Voices of Power Transcript

Lois Romano Interviews Treasury Secretary Timothy Geithner

Monday, May 25, 2009; 11:30 PM

ROMANO: Welcome, Treasury Secretary Timothy Geithner. Thanks for joining us today.

SECRETARY GEITHNER: Nice to be here.

ROMANO: So you are laying the groundwork for--for GM to be forced into bankruptcy, maybe as early as June 1st?

GEITHNER: Well, I wouldn't say it that way. What we're doing is helping this company , this critically important company, the American economy, put in place a restructuring plan that will not allow it to be--emerge viable without government support over the long term, allow it to continue to play this critical central role in the whole American experience.

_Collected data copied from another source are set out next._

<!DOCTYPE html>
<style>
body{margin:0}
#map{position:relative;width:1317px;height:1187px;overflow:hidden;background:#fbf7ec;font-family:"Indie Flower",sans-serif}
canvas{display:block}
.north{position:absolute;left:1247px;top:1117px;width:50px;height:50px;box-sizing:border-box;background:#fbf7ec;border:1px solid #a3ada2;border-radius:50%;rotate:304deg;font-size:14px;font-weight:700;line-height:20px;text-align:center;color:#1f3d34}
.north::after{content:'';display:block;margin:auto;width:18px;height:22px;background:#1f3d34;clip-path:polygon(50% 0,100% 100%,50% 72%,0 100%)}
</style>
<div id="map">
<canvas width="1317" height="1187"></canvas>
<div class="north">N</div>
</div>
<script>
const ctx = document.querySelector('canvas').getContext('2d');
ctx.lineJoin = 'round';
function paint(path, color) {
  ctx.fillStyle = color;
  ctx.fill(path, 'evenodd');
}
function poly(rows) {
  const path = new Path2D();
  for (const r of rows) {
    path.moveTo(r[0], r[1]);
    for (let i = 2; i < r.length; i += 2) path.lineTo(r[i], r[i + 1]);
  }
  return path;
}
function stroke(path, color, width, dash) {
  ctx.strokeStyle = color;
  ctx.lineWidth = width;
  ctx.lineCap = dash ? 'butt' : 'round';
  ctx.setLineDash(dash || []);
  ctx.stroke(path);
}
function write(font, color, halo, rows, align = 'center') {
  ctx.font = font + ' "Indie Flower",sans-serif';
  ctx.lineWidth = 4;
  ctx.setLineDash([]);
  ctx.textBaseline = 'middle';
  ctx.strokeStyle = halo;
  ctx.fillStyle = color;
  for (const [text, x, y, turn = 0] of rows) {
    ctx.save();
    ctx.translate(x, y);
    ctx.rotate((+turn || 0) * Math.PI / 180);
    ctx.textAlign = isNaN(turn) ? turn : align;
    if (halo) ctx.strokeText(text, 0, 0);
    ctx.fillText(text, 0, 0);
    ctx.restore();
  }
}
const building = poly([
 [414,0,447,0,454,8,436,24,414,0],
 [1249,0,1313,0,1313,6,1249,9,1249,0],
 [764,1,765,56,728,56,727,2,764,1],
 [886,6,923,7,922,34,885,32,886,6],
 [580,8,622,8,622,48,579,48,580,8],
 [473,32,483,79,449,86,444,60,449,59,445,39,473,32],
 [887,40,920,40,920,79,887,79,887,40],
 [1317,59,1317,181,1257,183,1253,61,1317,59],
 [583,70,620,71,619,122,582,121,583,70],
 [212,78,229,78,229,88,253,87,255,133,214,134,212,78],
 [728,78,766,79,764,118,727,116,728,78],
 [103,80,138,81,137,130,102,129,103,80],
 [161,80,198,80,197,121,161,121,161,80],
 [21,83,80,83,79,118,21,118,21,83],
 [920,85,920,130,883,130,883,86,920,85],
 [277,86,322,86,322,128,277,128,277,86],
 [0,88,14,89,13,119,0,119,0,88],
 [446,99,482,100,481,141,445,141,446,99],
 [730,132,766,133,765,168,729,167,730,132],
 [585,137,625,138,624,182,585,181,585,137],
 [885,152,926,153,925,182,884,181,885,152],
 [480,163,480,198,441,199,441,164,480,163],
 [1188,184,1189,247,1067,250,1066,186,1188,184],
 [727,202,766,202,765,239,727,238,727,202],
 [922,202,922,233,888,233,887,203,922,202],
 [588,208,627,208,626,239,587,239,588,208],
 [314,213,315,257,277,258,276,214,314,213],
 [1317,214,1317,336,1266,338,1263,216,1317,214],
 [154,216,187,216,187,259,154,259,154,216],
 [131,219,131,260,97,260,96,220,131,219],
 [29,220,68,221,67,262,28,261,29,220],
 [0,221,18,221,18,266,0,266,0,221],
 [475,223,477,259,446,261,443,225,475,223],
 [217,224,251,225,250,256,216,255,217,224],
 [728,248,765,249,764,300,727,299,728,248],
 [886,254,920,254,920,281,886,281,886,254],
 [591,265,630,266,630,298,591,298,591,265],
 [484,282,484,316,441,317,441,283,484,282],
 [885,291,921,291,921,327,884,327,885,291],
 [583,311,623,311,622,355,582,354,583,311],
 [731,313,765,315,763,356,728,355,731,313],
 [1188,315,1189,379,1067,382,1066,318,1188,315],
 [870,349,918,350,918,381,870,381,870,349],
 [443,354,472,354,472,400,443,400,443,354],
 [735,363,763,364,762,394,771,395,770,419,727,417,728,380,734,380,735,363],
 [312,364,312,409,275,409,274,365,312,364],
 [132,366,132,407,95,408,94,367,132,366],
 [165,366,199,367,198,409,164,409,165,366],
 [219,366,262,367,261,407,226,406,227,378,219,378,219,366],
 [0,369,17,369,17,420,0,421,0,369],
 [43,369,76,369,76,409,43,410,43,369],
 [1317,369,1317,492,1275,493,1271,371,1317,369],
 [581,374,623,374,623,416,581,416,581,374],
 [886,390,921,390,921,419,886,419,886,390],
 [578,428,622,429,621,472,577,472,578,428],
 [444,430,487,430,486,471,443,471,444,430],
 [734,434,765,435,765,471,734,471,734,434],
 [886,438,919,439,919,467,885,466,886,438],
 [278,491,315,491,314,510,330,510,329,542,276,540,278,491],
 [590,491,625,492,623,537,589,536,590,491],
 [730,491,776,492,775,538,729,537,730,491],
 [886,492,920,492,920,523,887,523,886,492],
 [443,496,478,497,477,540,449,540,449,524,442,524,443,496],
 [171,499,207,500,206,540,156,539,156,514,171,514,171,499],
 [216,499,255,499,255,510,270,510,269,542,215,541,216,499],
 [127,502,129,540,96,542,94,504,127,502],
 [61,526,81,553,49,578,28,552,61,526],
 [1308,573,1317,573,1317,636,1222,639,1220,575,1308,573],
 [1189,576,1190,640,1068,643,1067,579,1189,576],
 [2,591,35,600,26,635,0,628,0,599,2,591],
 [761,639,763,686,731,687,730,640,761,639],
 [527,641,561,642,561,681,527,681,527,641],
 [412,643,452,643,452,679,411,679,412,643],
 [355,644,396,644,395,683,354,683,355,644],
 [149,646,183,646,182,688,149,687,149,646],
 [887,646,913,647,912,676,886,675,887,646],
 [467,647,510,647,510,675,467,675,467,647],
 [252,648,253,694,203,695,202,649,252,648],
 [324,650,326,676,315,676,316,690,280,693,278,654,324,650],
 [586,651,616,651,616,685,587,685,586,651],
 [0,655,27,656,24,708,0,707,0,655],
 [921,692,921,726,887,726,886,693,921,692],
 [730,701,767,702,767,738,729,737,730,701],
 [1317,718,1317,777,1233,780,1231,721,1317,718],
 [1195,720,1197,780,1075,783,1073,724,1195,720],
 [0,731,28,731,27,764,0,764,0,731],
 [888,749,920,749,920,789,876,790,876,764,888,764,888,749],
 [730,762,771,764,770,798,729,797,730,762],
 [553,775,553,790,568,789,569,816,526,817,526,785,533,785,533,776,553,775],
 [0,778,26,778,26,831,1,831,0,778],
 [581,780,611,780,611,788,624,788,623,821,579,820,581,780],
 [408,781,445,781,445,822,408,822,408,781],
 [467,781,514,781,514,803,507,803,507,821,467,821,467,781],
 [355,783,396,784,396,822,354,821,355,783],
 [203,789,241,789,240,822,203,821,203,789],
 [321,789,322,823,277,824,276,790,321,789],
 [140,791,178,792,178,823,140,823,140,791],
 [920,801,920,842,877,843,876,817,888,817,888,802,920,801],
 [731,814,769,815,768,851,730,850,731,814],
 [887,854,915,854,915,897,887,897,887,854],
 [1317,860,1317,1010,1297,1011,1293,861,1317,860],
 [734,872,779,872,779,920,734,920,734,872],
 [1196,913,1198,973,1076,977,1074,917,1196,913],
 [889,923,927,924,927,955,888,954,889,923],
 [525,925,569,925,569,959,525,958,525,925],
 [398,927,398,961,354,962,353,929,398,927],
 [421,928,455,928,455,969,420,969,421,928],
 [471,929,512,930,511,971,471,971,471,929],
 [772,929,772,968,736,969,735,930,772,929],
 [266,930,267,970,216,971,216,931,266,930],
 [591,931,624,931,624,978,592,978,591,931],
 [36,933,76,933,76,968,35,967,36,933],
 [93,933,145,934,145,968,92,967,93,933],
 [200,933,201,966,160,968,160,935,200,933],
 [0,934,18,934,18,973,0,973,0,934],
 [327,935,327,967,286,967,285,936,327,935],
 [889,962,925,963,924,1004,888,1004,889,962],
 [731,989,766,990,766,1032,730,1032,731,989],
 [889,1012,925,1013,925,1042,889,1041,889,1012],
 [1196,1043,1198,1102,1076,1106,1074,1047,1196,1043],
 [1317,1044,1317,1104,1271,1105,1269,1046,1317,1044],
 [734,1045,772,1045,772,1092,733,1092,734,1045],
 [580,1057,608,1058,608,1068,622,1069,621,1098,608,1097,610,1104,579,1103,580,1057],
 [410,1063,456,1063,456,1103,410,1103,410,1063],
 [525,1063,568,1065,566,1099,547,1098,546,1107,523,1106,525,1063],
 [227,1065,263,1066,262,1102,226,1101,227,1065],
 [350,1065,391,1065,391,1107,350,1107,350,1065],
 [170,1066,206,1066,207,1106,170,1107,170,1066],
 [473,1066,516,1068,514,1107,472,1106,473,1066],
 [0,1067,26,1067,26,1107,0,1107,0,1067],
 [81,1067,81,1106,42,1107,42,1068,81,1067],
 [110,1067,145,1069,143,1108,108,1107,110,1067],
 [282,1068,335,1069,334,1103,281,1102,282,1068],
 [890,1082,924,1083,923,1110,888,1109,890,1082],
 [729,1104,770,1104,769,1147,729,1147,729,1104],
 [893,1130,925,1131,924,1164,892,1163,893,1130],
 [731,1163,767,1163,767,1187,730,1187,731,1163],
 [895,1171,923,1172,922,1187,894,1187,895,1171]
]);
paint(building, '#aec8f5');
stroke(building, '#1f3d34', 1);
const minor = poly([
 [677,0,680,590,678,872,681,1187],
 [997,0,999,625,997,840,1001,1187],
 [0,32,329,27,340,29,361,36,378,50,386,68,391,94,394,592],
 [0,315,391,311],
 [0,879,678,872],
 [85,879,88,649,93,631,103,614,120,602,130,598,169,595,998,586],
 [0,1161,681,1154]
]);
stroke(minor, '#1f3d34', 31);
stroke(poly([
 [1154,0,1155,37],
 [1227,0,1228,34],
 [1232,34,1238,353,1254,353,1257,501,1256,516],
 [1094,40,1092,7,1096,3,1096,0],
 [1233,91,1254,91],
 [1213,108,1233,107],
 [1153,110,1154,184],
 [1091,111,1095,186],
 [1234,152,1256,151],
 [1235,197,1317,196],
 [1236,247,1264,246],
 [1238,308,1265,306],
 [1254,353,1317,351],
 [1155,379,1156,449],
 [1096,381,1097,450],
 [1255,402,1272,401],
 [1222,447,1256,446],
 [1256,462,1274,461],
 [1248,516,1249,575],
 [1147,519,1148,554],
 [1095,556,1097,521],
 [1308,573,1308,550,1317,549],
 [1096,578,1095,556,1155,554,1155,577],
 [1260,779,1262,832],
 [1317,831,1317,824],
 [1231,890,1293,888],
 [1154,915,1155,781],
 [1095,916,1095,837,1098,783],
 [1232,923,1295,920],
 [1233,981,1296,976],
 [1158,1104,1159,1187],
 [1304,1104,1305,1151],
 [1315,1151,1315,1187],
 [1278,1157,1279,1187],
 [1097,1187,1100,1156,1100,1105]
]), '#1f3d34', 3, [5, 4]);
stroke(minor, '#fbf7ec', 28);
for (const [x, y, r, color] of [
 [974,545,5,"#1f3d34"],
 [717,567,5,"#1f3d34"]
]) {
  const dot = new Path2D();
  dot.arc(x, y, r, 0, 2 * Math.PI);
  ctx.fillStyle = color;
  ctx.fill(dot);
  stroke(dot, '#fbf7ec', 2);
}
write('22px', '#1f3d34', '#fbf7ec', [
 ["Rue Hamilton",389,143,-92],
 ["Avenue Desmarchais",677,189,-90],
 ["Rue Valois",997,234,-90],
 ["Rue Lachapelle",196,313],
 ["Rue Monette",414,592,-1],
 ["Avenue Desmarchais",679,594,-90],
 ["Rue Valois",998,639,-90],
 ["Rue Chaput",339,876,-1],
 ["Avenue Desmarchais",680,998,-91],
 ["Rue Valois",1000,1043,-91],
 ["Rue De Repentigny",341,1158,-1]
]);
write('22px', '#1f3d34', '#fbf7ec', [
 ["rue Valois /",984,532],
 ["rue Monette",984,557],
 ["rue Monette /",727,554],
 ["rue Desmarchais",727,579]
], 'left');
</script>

ROMANO: But by the time you're done with GM, you will have invested, what, $45 billion? How much is too much?

GEITHNER: Well, the President has made it clear that we're prepared, if we see a restructuring plan with enough shared sacrifice that allows this company to emerge viable over time, that we're prepared to support that. We think that's a totally legitimate, appropriate use of public resources, given the cost to the American economy of allowing this company to go under, and so I think we'll do what's necessary, protect the taxpayer but allow these firms to emerge viable over time.

ROMANO: You have already asked for the resignation of one CEO. What's going to happen to Fritz Henderson? Are you going to ask for his resignation?

GEITHNER: Let me tell you the basic principle, but I wouldn't encourage you in that direction. [The] basic principle is that when companies get to the point where they have to come to the government and ask the taxpayers of the country to support exceptional assistance, then we have an obligation to make sure that the board and management of these companies are strong enough to lead the companies towards a stronger future. That's a basic obligation I think anybody would expect us to have. That's the way financial decisions are made in the private sector, and that's the approach we bring to these kind of difficult questions.

Of course, we do this with extreme reluctance, extreme care, only when we think it's the only option, but that's the basic principle.

ROMANO: So what's going to happen to Fritz Henderson?

GEITHNER: I think he's doing an exceptional job under difficult challenges--and that's what I'd say.